● Task description: This task calls for the complete listing below, reproduced exactly.

---

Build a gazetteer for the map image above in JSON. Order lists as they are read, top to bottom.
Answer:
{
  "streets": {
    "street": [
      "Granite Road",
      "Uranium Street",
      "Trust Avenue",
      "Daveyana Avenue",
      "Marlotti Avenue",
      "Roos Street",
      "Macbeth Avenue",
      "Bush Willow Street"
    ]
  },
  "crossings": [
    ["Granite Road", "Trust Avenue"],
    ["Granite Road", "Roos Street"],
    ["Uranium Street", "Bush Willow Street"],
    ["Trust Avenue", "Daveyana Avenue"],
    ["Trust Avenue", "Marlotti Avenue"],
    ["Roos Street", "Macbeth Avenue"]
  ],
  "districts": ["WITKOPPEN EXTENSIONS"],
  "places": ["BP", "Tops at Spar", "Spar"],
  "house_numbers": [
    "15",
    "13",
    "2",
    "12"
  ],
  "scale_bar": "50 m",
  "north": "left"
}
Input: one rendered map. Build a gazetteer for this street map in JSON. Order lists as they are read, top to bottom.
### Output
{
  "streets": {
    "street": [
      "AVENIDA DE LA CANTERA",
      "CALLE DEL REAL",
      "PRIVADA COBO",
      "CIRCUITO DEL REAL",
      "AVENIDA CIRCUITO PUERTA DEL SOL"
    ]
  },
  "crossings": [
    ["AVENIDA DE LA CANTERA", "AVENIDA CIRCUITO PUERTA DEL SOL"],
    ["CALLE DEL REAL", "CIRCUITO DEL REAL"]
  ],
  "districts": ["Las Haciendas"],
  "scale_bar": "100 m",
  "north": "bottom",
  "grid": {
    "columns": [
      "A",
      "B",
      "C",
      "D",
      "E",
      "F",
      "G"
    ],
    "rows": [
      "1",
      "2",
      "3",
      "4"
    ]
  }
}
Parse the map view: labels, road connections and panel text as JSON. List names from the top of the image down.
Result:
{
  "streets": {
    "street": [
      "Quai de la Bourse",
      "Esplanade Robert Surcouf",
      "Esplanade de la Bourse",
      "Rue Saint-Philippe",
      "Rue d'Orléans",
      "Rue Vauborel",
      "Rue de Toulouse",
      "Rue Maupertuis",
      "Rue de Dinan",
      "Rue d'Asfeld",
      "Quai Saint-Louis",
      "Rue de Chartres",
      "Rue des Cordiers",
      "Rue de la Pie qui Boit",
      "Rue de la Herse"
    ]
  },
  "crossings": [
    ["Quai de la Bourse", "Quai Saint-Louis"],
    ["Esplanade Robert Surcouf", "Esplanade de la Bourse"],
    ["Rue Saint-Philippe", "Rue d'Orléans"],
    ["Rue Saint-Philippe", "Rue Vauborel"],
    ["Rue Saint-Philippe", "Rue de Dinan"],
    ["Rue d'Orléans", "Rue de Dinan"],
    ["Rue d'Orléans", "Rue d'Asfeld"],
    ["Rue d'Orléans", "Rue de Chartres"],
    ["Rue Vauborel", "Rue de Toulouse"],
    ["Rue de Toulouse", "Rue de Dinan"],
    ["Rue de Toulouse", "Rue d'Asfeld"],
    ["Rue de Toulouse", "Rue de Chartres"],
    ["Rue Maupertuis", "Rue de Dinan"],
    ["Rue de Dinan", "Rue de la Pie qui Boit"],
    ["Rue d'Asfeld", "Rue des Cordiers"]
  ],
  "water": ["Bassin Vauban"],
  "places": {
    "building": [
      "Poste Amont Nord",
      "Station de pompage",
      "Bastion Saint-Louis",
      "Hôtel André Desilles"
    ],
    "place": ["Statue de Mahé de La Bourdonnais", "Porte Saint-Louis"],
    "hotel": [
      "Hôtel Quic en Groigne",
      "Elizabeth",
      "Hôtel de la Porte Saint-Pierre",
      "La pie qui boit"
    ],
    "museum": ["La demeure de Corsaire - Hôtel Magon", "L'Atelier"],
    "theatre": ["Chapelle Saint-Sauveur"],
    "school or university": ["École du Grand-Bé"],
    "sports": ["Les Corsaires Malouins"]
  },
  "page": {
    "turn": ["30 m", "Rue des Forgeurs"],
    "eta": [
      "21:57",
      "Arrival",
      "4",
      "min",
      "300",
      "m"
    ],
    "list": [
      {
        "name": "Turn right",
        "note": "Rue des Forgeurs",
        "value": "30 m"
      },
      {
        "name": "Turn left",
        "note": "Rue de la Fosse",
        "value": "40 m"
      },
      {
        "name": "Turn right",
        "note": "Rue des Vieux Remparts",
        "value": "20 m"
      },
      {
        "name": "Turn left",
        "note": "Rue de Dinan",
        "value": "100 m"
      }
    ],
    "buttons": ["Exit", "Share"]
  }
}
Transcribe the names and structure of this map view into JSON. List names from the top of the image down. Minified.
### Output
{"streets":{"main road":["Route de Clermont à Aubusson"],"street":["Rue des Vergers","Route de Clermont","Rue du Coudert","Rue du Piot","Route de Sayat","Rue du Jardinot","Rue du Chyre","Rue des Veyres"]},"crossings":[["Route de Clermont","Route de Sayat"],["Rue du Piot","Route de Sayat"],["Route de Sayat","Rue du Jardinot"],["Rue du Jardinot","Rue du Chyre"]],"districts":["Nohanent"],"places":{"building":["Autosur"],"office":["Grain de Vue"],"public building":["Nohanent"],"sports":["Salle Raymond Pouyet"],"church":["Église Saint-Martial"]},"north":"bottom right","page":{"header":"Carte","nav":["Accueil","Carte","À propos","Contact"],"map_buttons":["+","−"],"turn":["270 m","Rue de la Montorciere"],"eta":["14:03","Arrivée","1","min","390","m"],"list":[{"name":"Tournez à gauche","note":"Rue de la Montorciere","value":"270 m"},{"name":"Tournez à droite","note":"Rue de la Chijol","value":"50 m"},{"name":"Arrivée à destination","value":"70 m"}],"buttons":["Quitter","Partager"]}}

---

● Answer to the problem:
Build a gazetteer for the map image above in JSON. Order lists as they are read, top to bottom.
Answer:
{
  "streets": {
    "street": [
      "Granite Road",
      "Uranium Street",
      "Trust Avenue",
      "Daveyana Avenue",
      "Marlotti Avenue",
      "Roos Street",
      "Macbeth Avenue",
      "Bush Willow Street"
    ]
  },
  "crossings": [
    ["Granite Road", "Trust Avenue"],
    ["Granite Road", "Roos Street"],
    ["Uranium Street", "Bush Willow Street"],
    ["Trust Avenue", "Daveyana Avenue"],
    ["Trust Avenue", "Marlotti Avenue"],
    ["Roos Street", "Macbeth Avenue"]
  ],
  "districts": ["WITKOPPEN EXTENSIONS"],
  "places": ["BP", "Tops at Spar", "Spar"],
  "house_numbers": [
    "15",
    "13",
    "2",
    "12"
  ],
  "scale_bar": "50 m",
  "north": "left"
}
Input: one rendered map. Build a gazetteer for this street map in JSON. Order lists as they are read, top to bottom.
### Output
{
  "streets": {
    "street": [
      "AVENIDA DE LA CANTERA",
      "CALLE DEL REAL",
      "PRIVADA COBO",
      "CIRCUITO DEL REAL",
      "AVENIDA CIRCUITO PUERTA DEL SOL"
    ]
  },
  "crossings": [
    ["AVENIDA DE LA CANTERA", "AVENIDA CIRCUITO PUERTA DEL SOL"],
    ["CALLE DEL REAL", "CIRCUITO DEL REAL"]
  ],
  "districts": ["Las Haciendas"],
  "scale_bar": "100 m",
  "north": "bottom",
  "grid": {
    "columns": [
      "A",
      "B",
      "C",
      "D",
      "E",
      "F",
      "G"
    ],
    "rows": [
      "1",
      "2",
      "3",
      "4"
    ]
  }
}
Parse the map view: labels, road connections and panel text as JSON. List names from the top of the image down.
Result:
{
  "streets": {
    "street": [
      "Quai de la Bourse",
      "Esplanade Robert Surcouf",
      "Esplanade de la Bourse",
      "Rue Saint-Philippe",
      "Rue d'Orléans",
      "Rue Vauborel",
      "Rue de Toulouse",
      "Rue Maupertuis",
      "Rue de Dinan",
      "Rue d'Asfeld",
      "Quai Saint-Louis",
      "Rue de Chartres",
      "Rue des Cordiers",
      "Rue de la Pie qui Boit",
      "Rue de la Herse"
    ]
  },
  "crossings": [
    ["Quai de la Bourse", "Quai Saint-Louis"],
    ["Esplanade Robert Surcouf", "Esplanade de la Bourse"],
    ["Rue Saint-Philippe", "Rue d'Orléans"],
    ["Rue Saint-Philippe", "Rue Vauborel"],
    ["Rue Saint-Philippe", "Rue de Dinan"],
    ["Rue d'Orléans", "Rue de Dinan"],
    ["Rue d'Orléans", "Rue d'Asfeld"],
    ["Rue d'Orléans", "Rue de Chartres"],
    ["Rue Vauborel", "Rue de Toulouse"],
    ["Rue de Toulouse", "Rue de Dinan"],
    ["Rue de Toulouse", "Rue d'Asfeld"],
    ["Rue de Toulouse", "Rue de Chartres"],
    ["Rue Maupertuis", "Rue de Dinan"],
    ["Rue de Dinan", "Rue de la Pie qui Boit"],
    ["Rue d'Asfeld", "Rue des Cordiers"]
  ],
  "water": ["Bassin Vauban"],
  "places": {
    "building": [
      "Poste Amont Nord",
      "Station de pompage",
      "Bastion Saint-Louis",
      "Hôtel André Desilles"
    ],
    "place": ["Statue de Mahé de La Bourdonnais", "Porte Saint-Louis"],
    "hotel": [
      "Hôtel Quic en Groigne",
      "Elizabeth",
      "Hôtel de la Porte Saint-Pierre",
      "La pie qui boit"
    ],
    "museum": ["La demeure de Corsaire - Hôtel Magon", "L'Atelier"],
    "theatre": ["Chapelle Saint-Sauveur"],
    "school or university": ["École du Grand-Bé"],
    "sports": ["Les Corsaires Malouins"]
  },
  "page": {
    "turn": ["30 m", "Rue des Forgeurs"],
    "eta": [
      "21:57",
      "Arrival",
      "4",
      "min",
      "300",
      "m"
    ],
    "list": [
      {
        "name": "Turn right",
        "note": "Rue des Forgeurs",
        "value": "30 m"
      },
      {
        "name": "Turn left",
        "note": "Rue de la Fosse",
        "value": "40 m"
      },
      {
        "name": "Turn right",
        "note": "Rue des Vieux Remparts",
        "value": "20 m"
      },
      {
        "name": "Turn left",
        "note": "Rue de Dinan",
        "value": "100 m"
      }
    ],
    "buttons": ["Exit", "Share"]
  }
}
Transcribe the names and structure of this map view into JSON. List names from the top of the image down. Minified.
### Output
{"streets":{"main road":["Route de Clermont à Aubusson"],"street":["Rue des Vergers","Route de Clermont","Rue du Coudert","Rue du Piot","Route de Sayat","Rue du Jardinot","Rue du Chyre","Rue des Veyres"]},"crossings":[["Route de Clermont","Route de Sayat"],["Rue du Piot","Route de Sayat"],["Route de Sayat","Rue du Jardinot"],["Rue du Jardinot","Rue du Chyre"]],"districts":["Nohanent"],"places":{"building":["Autosur"],"office":["Grain de Vue"],"public building":["Nohanent"],"sports":["Salle Raymond Pouyet"],"church":["Église Saint-Martial"]},"north":"bottom right","page":{"header":"Carte","nav":["Accueil","Carte","À propos","Contact"],"map_buttons":["+","−"],"turn":["270 m","Rue de la Montorciere"],"eta":["14:03","Arrivée","1","min","390","m"],"list":[{"name":"Tournez à gauche","note":"Rue de la Montorciere","value":"270 m"},{"name":"Tournez à droite","note":"Rue de la Chijol","value":"50 m"},{"name":"Arrivée à destination","value":"70 m"}],"buttons":["Quitter","Partager"]}}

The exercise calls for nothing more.